[WHAT IS NEEDED] All of the records below are to be printed exactly; the pictures are to be left out.

[DATA IN THIS EXERCISE]
+ + +

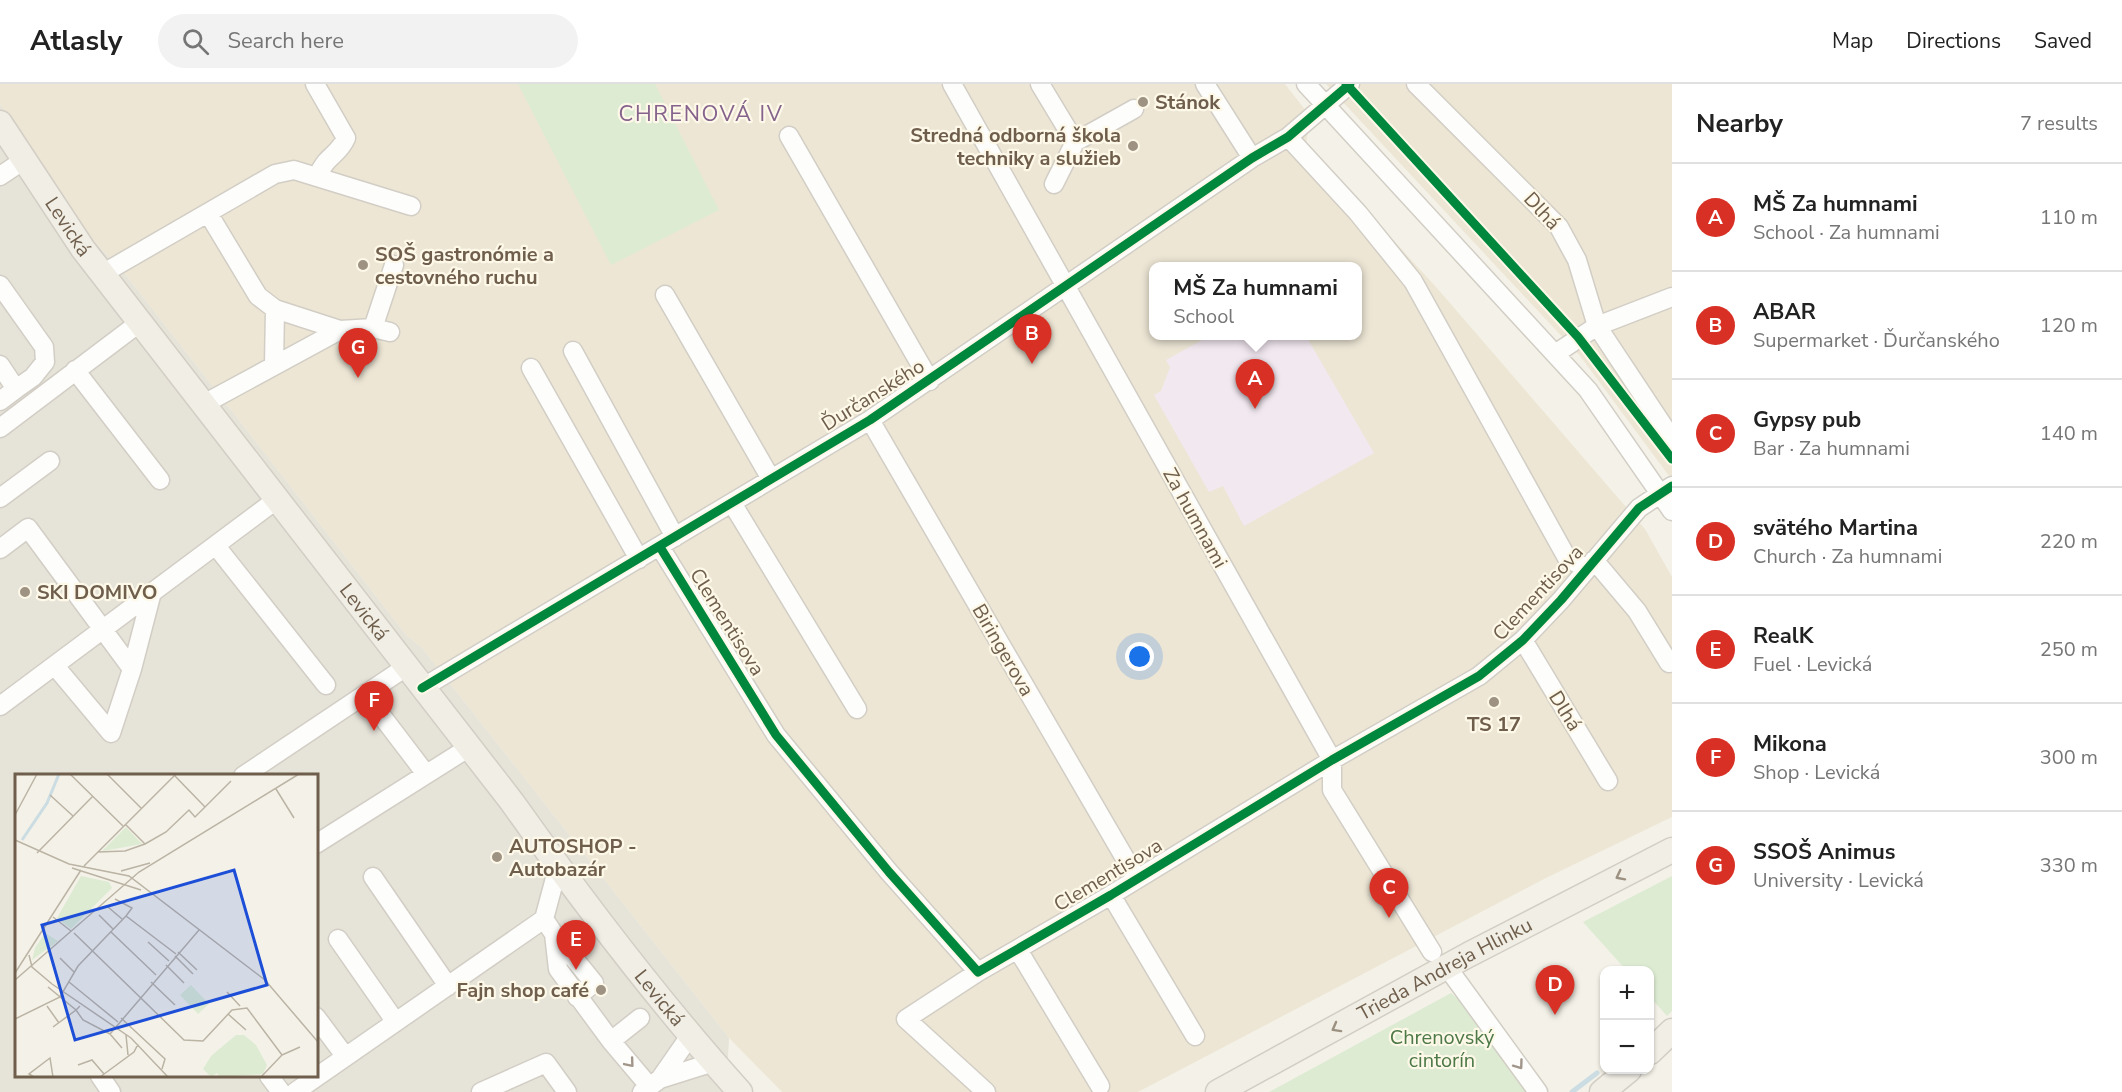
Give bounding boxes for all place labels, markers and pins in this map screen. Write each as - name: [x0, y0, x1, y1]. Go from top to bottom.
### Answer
- place label: Stánok: [1155, 89, 1221, 116]
- marker: Stánok: [1136, 95, 1150, 109]
- place label: Stredná odborná škola techniky a služieb: [910, 122, 1121, 172]
- marker: Stredná odborná škola techniky a služieb: [1126, 139, 1140, 153]
- place label: SOŠ gastronómie a cestovného ruchu: [375, 241, 554, 291]
- marker: SOŠ gastronómie a cestovného ruchu: [356, 258, 370, 272]
- pin: B: [1012, 314, 1052, 364]
- pin: G: [338, 328, 378, 378]
- pin: A: [1236, 360, 1274, 409]
- place label: SKI DOMIVO: [37, 579, 157, 606]
- marker: SKI DOMIVO: [18, 585, 32, 599]
- pin: F: [354, 682, 394, 731]
- marker: TS 17: [1487, 695, 1501, 709]
- place label: TS 17: [1467, 711, 1521, 738]
- place label: AUTOSHOP - Autobazár: [509, 833, 637, 883]
- marker: AUTOSHOP - Autobazár: [490, 850, 504, 864]
- pin: C: [1370, 868, 1408, 918]
- pin: E: [556, 920, 596, 970]
- pin: D: [1536, 966, 1574, 1015]
- place label: Fajn shop café: [456, 977, 589, 1004]
- marker: Fajn shop café: [594, 983, 608, 997]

+ + +

[RESULT OF THE EXERCISE]
Give bounding boxes for all place labels, markers and pins in this map screen. Write each as - name: [x0, y0, x1, y1]. Go from top to bottom.
### Answer
- place label: Stánok: [1155, 89, 1221, 116]
- marker: Stánok: [1136, 95, 1150, 109]
- place label: Stredná odborná škola techniky a služieb: [910, 122, 1121, 172]
- marker: Stredná odborná škola techniky a služieb: [1126, 139, 1140, 153]
- place label: SOŠ gastronómie a cestovného ruchu: [375, 241, 554, 291]
- marker: SOŠ gastronómie a cestovného ruchu: [356, 258, 370, 272]
- pin: B: [1012, 314, 1052, 364]
- pin: G: [338, 328, 378, 378]
- pin: A: [1236, 360, 1274, 409]
- place label: SKI DOMIVO: [37, 579, 157, 606]
- marker: SKI DOMIVO: [18, 585, 32, 599]
- pin: F: [354, 682, 394, 731]
- marker: TS 17: [1487, 695, 1501, 709]
- place label: TS 17: [1467, 711, 1521, 738]
- place label: AUTOSHOP - Autobazár: [509, 833, 637, 883]
- marker: AUTOSHOP - Autobazár: [490, 850, 504, 864]
- pin: C: [1370, 868, 1408, 918]
- pin: E: [556, 920, 596, 970]
- pin: D: [1536, 966, 1574, 1015]
- place label: Fajn shop café: [456, 977, 589, 1004]
- marker: Fajn shop café: [594, 983, 608, 997]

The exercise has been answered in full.